You will get a lot of pro's and con's on building the 326. Most will suggest just stepping right up to a 400 and going with a stroker kit to get good HP. The LS is another argument as it certainly has its merits, but, it is not a Pontiac.

That said, keeping the 326 means less conversion pieces or modifications to make things work. What kind of HP? My guess is that you have the 250HP engine with the #094 heads. The engine has 9.2 compression which is perfect for pump gas. The 285HP engine for 1966 used the #095 heads which would have had a smaller combustion chamber and had 10.5 compression - not pump gas friendly, but needs higher race gas blend or octane additive to run.

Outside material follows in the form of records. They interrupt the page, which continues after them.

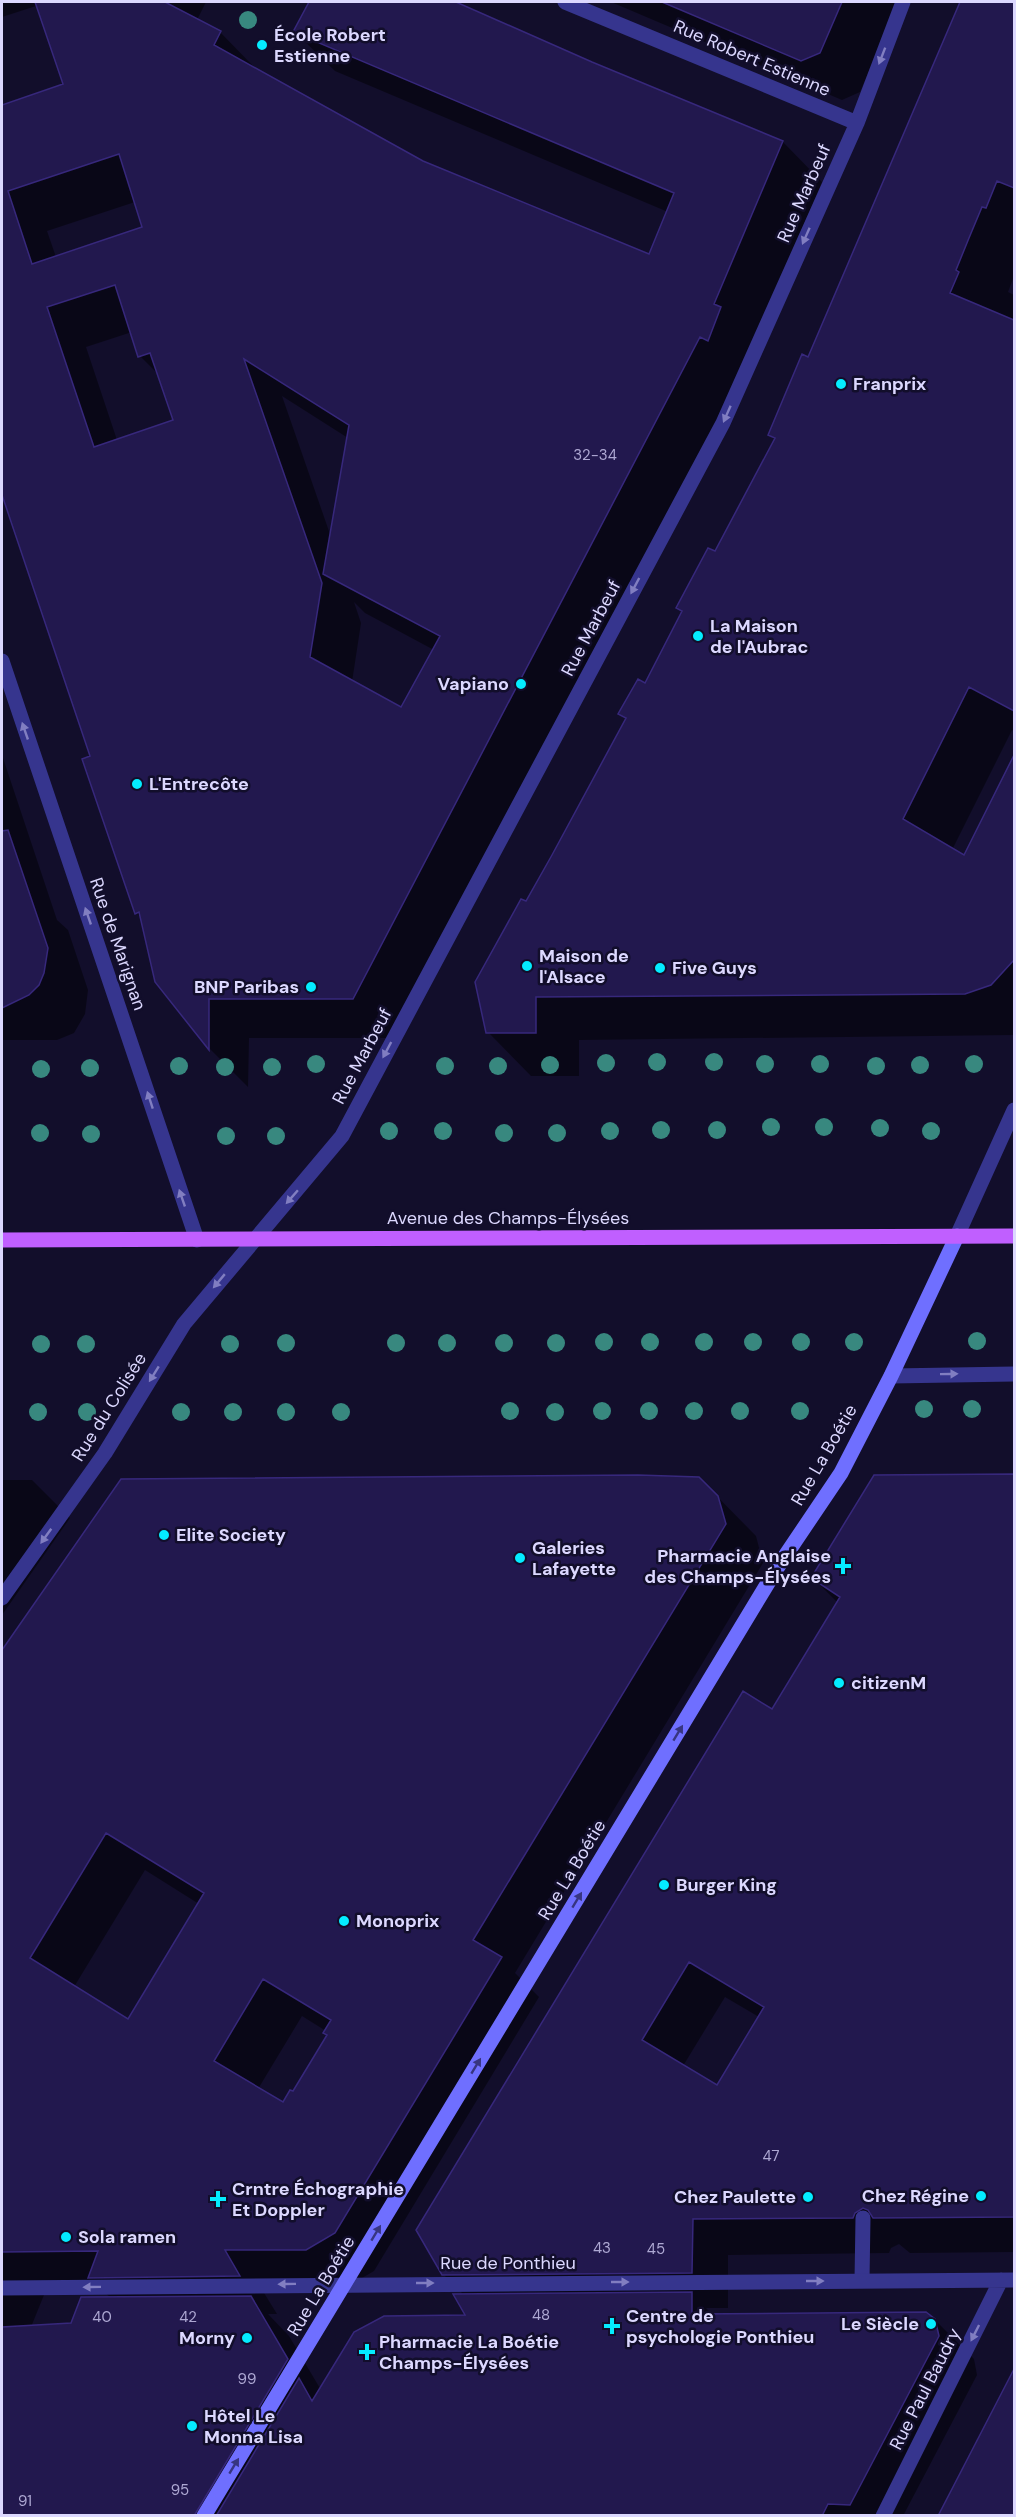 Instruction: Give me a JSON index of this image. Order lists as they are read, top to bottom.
{
  "streets": {
    "main road": ["Avenue des Champs-Élysées"],
    "street": [
      "Rue Robert Estienne",
      "Rue Marbeuf",
      "Rue de Marignan",
      "Rue du Colisée",
      "Rue La Boétie",
      "Rue de Ponthieu",
      "Rue Paul Baudry"
    ]
  },
  "crossings": [
    ["Rue Robert Estienne", "Rue Marbeuf"],
    ["Rue Marbeuf", "Avenue des Champs-Élysées"],
    ["Rue Marbeuf", "Rue du Colisée"],
    ["Rue de Marignan", "Avenue des Champs-Élysées"],
    ["Avenue des Champs-Élysées", "Rue du Colisée"],
    ["Avenue des Champs-Élysées", "Rue La Boétie"],
    ["Rue La Boétie", "Rue de Ponthieu"],
    ["Rue de Ponthieu", "Rue Paul Baudry"]
  ],
  "one_way": [
    "Rue Marbeuf",
    "Rue de Marignan",
    "Rue du Colisée",
    "Rue La Boétie",
    "Rue Paul Baudry"
  ],
  "places": {
    "other": [
      "École Robert Estienne",
      "Franprix",
      "La Maison de l'Aubrac",
      "Vapiano",
      "L'Entrecôte",
      "Maison de l'Alsace",
      "Five Guys",
      "BNP Paribas",
      "Elite Society",
      "Galeries Lafayette",
      "citizenM",
      "Burger King",
      "Monoprix",
      "Chez Régine",
      "Chez Paulette",
      "Sola ramen",
      "Le Siècle",
      "Morny",
      "Hôtel Le Monna Lisa"
    ],
    "health": [
      "Pharmacie Anglaise des Champs-Élysées",
      "Crntre Échographie Et Doppler",
      "Centre de psychologie Ponthieu",
      "Pharmacie La Boétie Champs-Élysées"
    ]
  },
  "house_numbers": [
    "32-34",
    "47",
    "43",
    "45",
    "48",
    "40",
    "42",
    "99",
    "95",
    "91"
  ]
}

So if you just left the engine as is and did not do a rebuild, and added a cam/lifters, headers, tri-power, and dialed in your timing curve, You might see the higher 285HP, but pump gas friendly. Keep in mind that a Pontiac makes torque and that is what you want over HP.

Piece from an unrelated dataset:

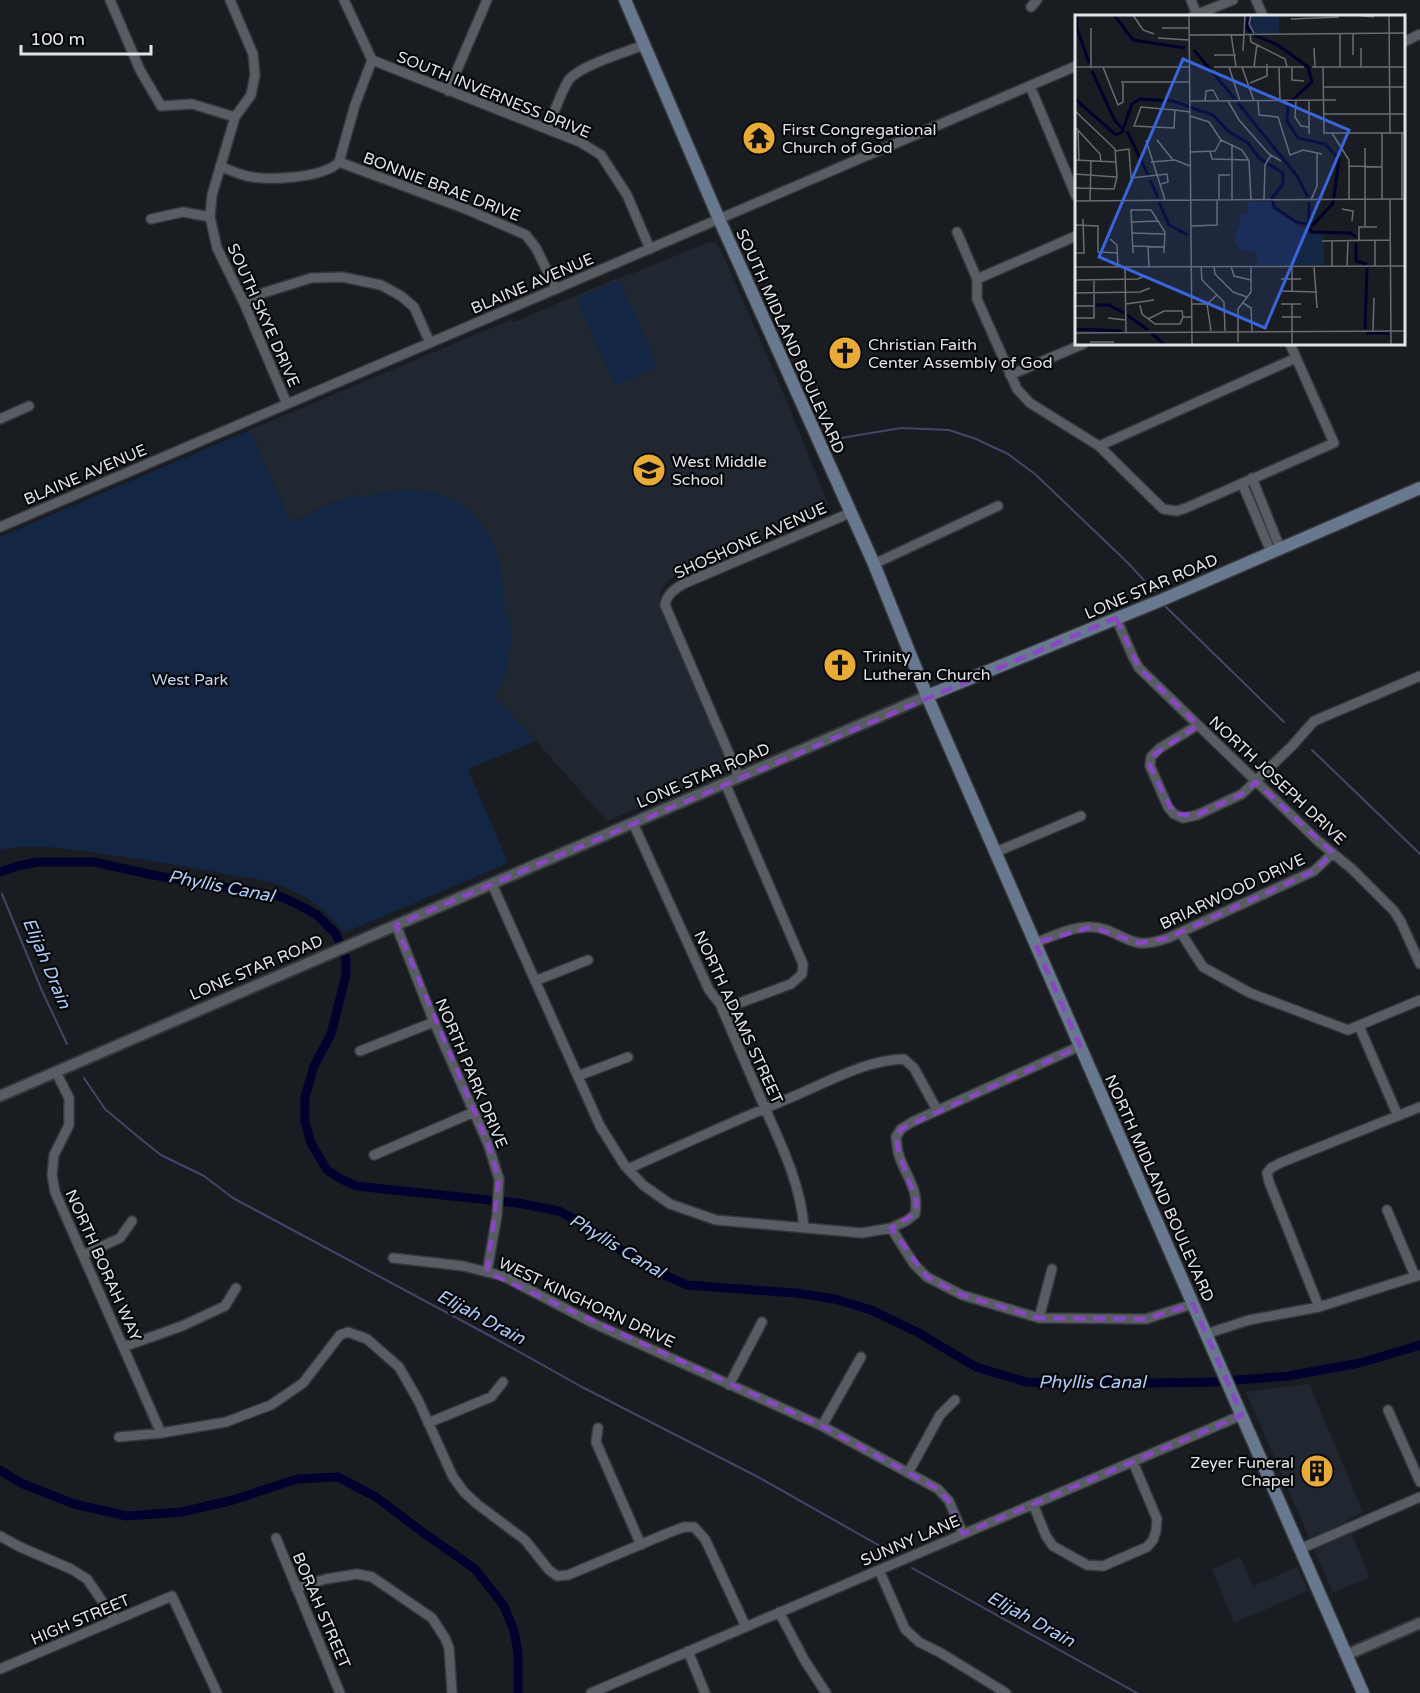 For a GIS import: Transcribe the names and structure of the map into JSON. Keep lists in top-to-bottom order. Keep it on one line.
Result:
{"streets":{"main road":["SOUTH MIDLAND BOULEVARD","LONE STAR ROAD","NORTH MIDLAND BOULEVARD"],"street":["SOUTH INVERNESS DRIVE","BONNIE BRAE DRIVE","BLAINE AVENUE","SOUTH SKYE DRIVE","SHOSHONE AVENUE","NORTH JOSEPH DRIVE","BRIARWOOD DRIVE","NORTH ADAMS STREET","NORTH PARK DRIVE","NORTH BORAH WAY","WEST KINGHORN DRIVE","SUNNY LANE","BORAH STREET","HIGH STREET"]},"crossings":[["SOUTH INVERNESS DRIVE","BLAINE AVENUE"],["BONNIE BRAE DRIVE","BLAINE AVENUE"],["BONNIE BRAE DRIVE","SOUTH SKYE DRIVE"],["BLAINE AVENUE","SOUTH SKYE DRIVE"],["BLAINE AVENUE","SOUTH MIDLAND BOULEVARD"],["SOUTH MIDLAND BOULEVARD","SHOSHONE AVENUE"],["SOUTH MIDLAND BOULEVARD","LONE STAR ROAD"],["SOUTH MIDLAND BOULEVARD","NORTH MIDLAND BOULEVARD"],["SHOSHONE AVENUE","LONE STAR ROAD"],["LONE STAR ROAD","NORTH JOSEPH DRIVE"],["LONE STAR ROAD","NORTH ADAMS STREET"],["LONE STAR ROAD","NORTH PARK DRIVE"],["LONE STAR ROAD","NORTH MIDLAND BOULEVARD"],["LONE STAR ROAD","NORTH BORAH WAY"],["NORTH JOSEPH DRIVE","BRIARWOOD DRIVE"],["BRIARWOOD DRIVE","NORTH MIDLAND BOULEVARD"],["NORTH PARK DRIVE","WEST KINGHORN DRIVE"],["NORTH MIDLAND BOULEVARD","SUNNY LANE"],["WEST KINGHORN DRIVE","SUNNY LANE"]],"water":["Phyllis Canal","Elijah Drain"],"parks":["West Park"],"places":{"temple":["First Congregational Church of God"],"church":["Christian Faith Center Assembly of God","Trinity Lutheran Church"],"school or university":["West Middle School"],"building":["Zeyer Funeral Chapel"]},"scale_bar":"100 m"}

If a rebuild is in the picture, then TQ & HP will go up depending on how radical you want the engine to be - just as seen in the video. You have to match all your parts in the engine, then match your engine to your transmission and rear-end gearing.

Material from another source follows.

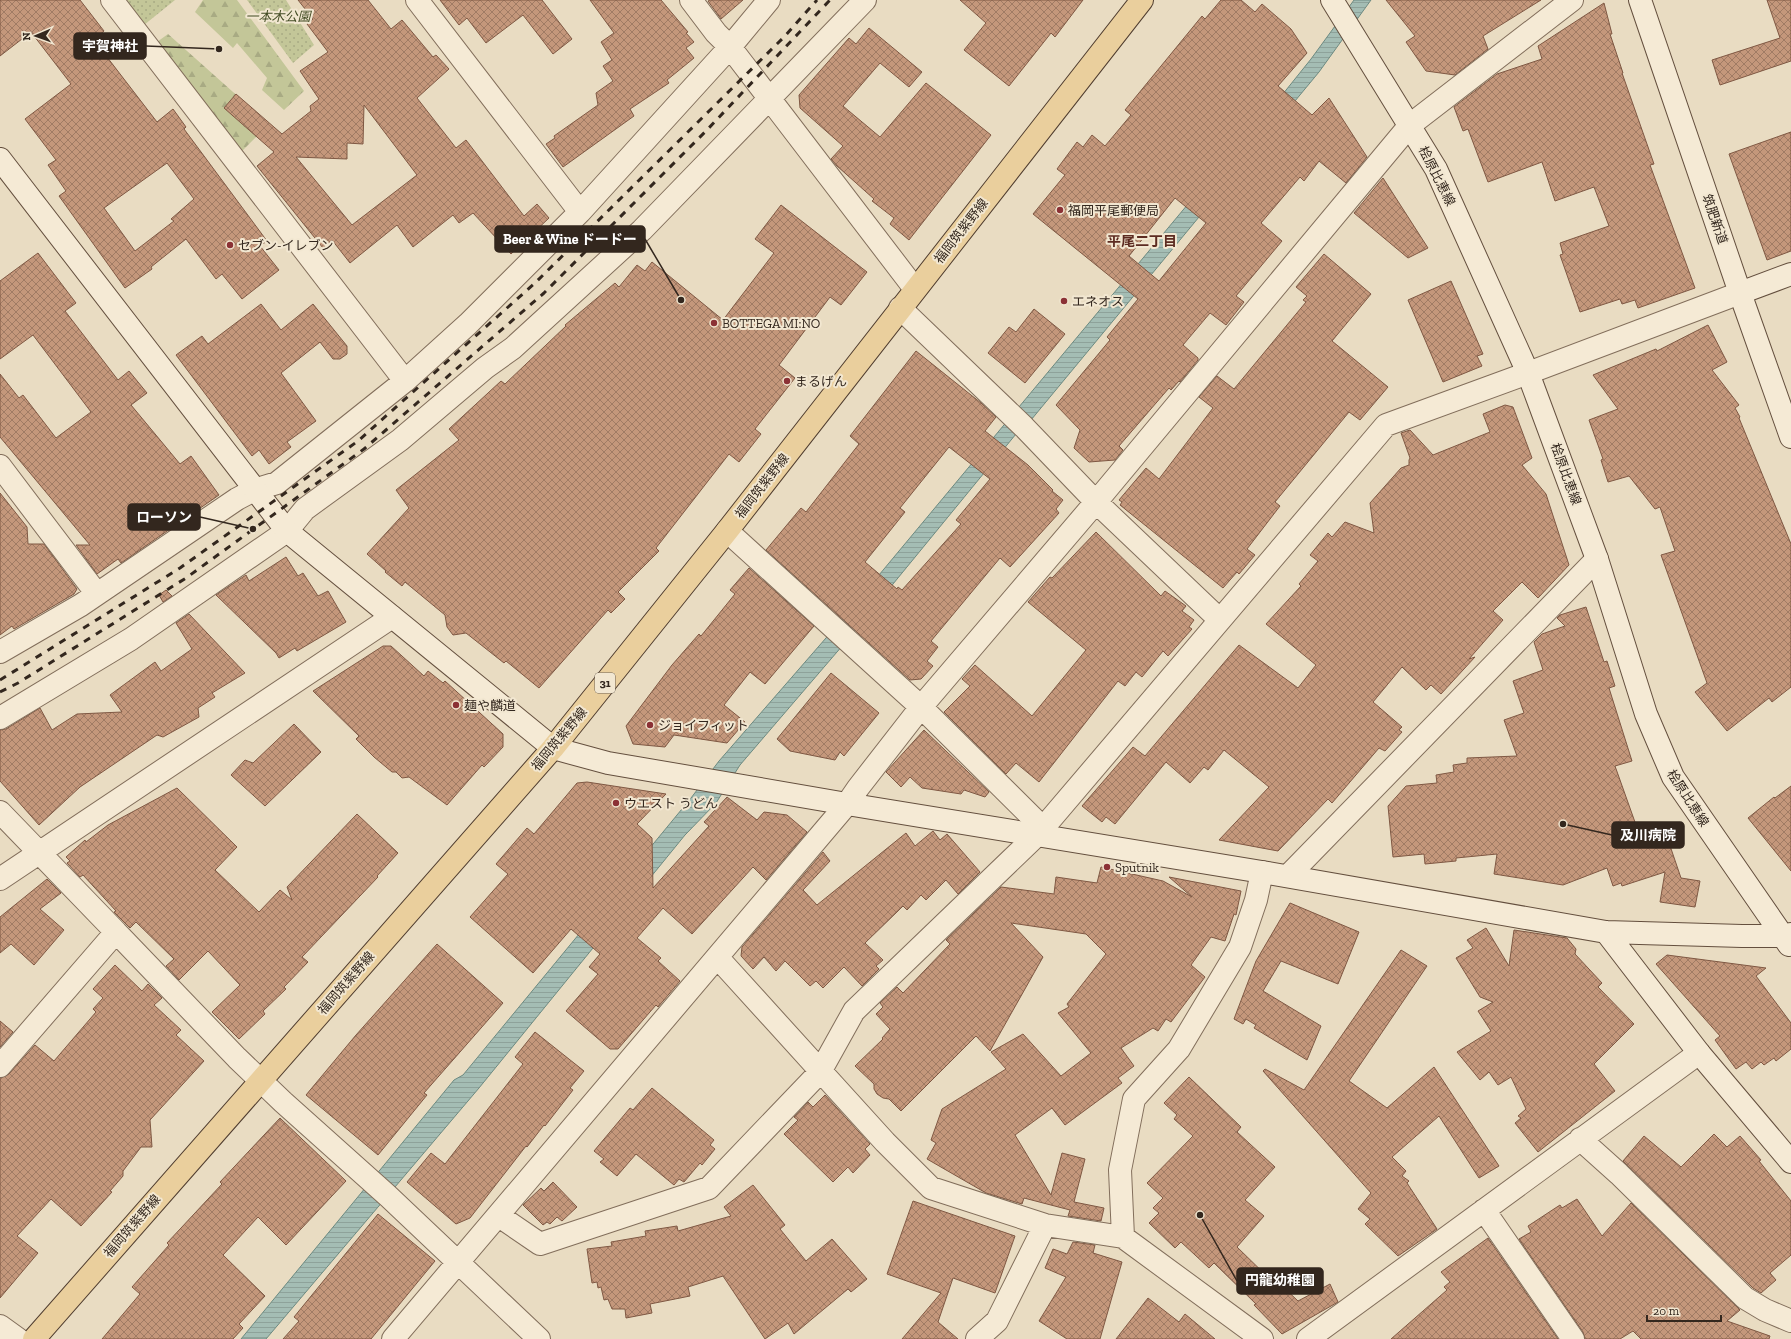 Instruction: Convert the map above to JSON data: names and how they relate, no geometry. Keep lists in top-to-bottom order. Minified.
{"streets":{"main road":["福岡筑紫野線","31"],"street":["桧原比恵線","筑肥新道"]},"districts":["平尾二丁目"],"parks":["一本木公園"],"places":["宇賀神社","福岡平尾郵便局","セブン-イレブン","Beer & Wine ドードー","エネオス","BOTTEGA MI:NO","まるげん","ローソン","麺や麟道","ジョイフィット","ウエスト うどん","及川病院","Sputnik","円龍幼稚園"],"scale_bar":"20 m","north":"left"}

Both heads have the same 1.92"/1.66" valves. As mentioned, you want to improve the heads. 
You have to take into consideration the smaller bore, so size of the valve and total valve lift won't be the same as for a 389, 400, etc. because a larger intake valved head will hit the side of the cylinder walls. But, you should be able to go to a larger 2.02" valve. This will help head flow. Leave the exhaust valves as is. But, you want to also have a 3-angle valve job, gasket match the intake entry on the heads to an intake gasket, and clean-up/smooth the runners - nothing fancy here, just a basic job. Your machine shop should also install bronze valve guides and I would add Viton valve seals which will require the valve guides to be machined smaller so they can be used.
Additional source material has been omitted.